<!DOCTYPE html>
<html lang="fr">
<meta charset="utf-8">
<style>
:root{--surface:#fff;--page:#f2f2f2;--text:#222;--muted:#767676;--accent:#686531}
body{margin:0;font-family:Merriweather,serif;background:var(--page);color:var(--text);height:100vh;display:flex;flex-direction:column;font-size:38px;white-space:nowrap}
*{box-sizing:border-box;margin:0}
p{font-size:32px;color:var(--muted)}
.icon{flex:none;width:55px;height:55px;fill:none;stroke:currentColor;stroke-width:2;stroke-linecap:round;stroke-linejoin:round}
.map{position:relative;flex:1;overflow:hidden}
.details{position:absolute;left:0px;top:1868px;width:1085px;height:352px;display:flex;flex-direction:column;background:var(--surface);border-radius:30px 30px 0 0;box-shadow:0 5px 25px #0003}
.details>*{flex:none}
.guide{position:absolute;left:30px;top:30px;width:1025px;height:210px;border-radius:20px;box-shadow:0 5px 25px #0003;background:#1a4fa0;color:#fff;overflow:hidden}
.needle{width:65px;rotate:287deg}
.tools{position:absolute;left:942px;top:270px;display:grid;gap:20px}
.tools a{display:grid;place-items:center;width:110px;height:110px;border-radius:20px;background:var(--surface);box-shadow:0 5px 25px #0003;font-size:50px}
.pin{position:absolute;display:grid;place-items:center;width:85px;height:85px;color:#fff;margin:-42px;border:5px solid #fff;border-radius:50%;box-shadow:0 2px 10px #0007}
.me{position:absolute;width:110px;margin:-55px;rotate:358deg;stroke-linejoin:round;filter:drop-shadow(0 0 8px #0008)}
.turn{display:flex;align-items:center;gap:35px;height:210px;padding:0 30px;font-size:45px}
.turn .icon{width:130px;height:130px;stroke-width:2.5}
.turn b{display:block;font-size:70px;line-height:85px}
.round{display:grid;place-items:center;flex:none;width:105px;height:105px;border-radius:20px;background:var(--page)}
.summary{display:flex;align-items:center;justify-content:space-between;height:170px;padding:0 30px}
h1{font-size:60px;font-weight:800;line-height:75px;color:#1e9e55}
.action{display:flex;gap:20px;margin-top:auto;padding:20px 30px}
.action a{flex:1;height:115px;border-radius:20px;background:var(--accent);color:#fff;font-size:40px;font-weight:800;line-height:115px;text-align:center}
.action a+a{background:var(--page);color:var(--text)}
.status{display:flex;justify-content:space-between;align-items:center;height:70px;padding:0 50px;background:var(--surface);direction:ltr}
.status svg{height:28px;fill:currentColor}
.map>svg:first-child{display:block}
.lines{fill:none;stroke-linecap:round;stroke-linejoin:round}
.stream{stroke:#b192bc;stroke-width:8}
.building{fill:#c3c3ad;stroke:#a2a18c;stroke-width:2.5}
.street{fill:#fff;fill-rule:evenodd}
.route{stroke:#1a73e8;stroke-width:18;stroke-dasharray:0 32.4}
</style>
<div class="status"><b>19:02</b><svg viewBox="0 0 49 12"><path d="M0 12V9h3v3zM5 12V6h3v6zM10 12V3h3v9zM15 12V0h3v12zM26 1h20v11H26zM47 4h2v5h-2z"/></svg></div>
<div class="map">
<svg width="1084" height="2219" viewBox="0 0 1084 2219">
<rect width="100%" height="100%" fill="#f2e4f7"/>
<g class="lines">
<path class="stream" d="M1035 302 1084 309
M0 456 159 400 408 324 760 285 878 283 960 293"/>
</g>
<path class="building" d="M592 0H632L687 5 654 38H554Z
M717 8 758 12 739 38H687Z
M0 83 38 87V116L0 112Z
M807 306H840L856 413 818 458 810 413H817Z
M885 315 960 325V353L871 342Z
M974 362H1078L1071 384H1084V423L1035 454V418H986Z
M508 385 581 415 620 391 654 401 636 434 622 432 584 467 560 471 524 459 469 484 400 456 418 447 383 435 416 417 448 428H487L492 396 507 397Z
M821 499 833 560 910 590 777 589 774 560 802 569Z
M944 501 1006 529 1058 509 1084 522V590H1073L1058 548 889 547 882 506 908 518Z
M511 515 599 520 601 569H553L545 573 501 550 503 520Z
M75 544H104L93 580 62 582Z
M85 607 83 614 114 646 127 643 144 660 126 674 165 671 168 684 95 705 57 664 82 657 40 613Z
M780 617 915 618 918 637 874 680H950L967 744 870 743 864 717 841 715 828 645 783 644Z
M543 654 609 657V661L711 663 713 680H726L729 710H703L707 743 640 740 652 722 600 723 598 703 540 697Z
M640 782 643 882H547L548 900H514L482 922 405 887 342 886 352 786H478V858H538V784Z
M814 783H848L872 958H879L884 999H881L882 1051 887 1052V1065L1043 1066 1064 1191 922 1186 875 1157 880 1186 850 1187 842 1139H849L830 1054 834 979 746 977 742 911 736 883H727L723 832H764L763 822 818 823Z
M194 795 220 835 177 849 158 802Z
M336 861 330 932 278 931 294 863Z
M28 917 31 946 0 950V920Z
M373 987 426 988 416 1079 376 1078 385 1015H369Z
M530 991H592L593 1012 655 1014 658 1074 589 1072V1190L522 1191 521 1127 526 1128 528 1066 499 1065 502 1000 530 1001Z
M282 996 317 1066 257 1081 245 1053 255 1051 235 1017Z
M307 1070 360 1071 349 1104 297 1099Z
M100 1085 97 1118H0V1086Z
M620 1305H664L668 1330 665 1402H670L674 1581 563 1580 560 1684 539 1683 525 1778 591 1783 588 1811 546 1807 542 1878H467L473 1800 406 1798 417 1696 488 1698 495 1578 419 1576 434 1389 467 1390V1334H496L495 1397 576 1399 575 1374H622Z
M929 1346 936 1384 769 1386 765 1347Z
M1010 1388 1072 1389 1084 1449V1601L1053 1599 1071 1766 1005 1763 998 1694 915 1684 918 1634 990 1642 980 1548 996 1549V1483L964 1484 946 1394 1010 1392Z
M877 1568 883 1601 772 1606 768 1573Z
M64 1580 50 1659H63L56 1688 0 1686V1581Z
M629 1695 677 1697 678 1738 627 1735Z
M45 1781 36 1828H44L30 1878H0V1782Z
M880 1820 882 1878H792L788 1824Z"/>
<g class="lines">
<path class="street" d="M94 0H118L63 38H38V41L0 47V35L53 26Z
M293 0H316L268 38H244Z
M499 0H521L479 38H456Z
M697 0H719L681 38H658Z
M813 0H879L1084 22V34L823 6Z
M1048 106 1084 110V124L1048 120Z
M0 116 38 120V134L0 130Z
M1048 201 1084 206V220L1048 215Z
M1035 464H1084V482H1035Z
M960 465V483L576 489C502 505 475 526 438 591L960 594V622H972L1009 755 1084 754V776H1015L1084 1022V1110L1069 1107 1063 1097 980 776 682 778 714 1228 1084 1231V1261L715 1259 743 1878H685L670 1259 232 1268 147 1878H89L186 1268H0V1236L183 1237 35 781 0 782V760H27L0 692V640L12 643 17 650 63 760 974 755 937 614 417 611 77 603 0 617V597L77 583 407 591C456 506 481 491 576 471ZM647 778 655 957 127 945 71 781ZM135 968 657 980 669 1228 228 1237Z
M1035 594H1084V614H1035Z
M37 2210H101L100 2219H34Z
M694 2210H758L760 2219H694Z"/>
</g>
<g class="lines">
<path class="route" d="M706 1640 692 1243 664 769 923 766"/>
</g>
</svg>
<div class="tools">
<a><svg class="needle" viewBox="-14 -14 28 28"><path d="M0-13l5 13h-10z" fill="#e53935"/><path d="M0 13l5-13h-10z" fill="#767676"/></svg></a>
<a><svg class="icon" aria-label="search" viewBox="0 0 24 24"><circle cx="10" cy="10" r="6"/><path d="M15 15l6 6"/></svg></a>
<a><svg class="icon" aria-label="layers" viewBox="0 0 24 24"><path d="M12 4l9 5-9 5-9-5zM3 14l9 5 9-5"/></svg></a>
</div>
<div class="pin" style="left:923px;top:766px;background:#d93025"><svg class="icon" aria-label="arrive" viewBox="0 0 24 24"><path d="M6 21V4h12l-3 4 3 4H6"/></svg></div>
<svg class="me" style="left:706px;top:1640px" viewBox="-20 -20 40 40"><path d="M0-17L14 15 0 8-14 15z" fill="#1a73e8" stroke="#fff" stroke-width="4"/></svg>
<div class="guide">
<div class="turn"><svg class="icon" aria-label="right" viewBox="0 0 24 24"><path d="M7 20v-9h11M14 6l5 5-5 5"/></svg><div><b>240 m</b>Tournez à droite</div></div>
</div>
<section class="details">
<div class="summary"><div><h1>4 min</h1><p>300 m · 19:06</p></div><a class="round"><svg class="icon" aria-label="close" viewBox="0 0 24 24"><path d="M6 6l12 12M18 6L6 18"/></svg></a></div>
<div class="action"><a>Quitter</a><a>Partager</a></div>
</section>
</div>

+++++

WHAT THIS TASK INVOLVES:
Reproduce the records above exactly, starting with the line that contains "1640 692 1243" and ending with the last line.

FINAL ANSWER:
<path class="route" d="M706 1640 692 1243 664 769 923 766"/>
</g>
</svg>
<div class="tools">
<a><svg class="needle" viewBox="-14 -14 28 28"><path d="M0-13l5 13h-10z" fill="#e53935"/><path d="M0 13l5-13h-10z" fill="#767676"/></svg></a>
<a><svg class="icon" aria-label="search" viewBox="0 0 24 24"><circle cx="10" cy="10" r="6"/><path d="M15 15l6 6"/></svg></a>
<a><svg class="icon" aria-label="layers" viewBox="0 0 24 24"><path d="M12 4l9 5-9 5-9-5zM3 14l9 5 9-5"/></svg></a>
</div>
<div class="pin" style="left:923px;top:766px;background:#d93025"><svg class="icon" aria-label="arrive" viewBox="0 0 24 24"><path d="M6 21V4h12l-3 4 3 4H6"/></svg></div>
<svg class="me" style="left:706px;top:1640px" viewBox="-20 -20 40 40"><path d="M0-17L14 15 0 8-14 15z" fill="#1a73e8" stroke="#fff" stroke-width="4"/></svg>
<div class="guide">
<div class="turn"><svg class="icon" aria-label="right" viewBox="0 0 24 24"><path d="M7 20v-9h11M14 6l5 5-5 5"/></svg><div><b>240 m</b>Tournez à droite</div></div>
</div>
<section class="details">
<div class="summary"><div><h1>4 min</h1><p>300 m · 19:06</p></div><a class="round"><svg class="icon" aria-label="close" viewBox="0 0 24 24"><path d="M6 6l12 12M18 6L6 18"/></svg></a></div>
<div class="action"><a>Quitter</a><a>Partager</a></div>
</section>
</div>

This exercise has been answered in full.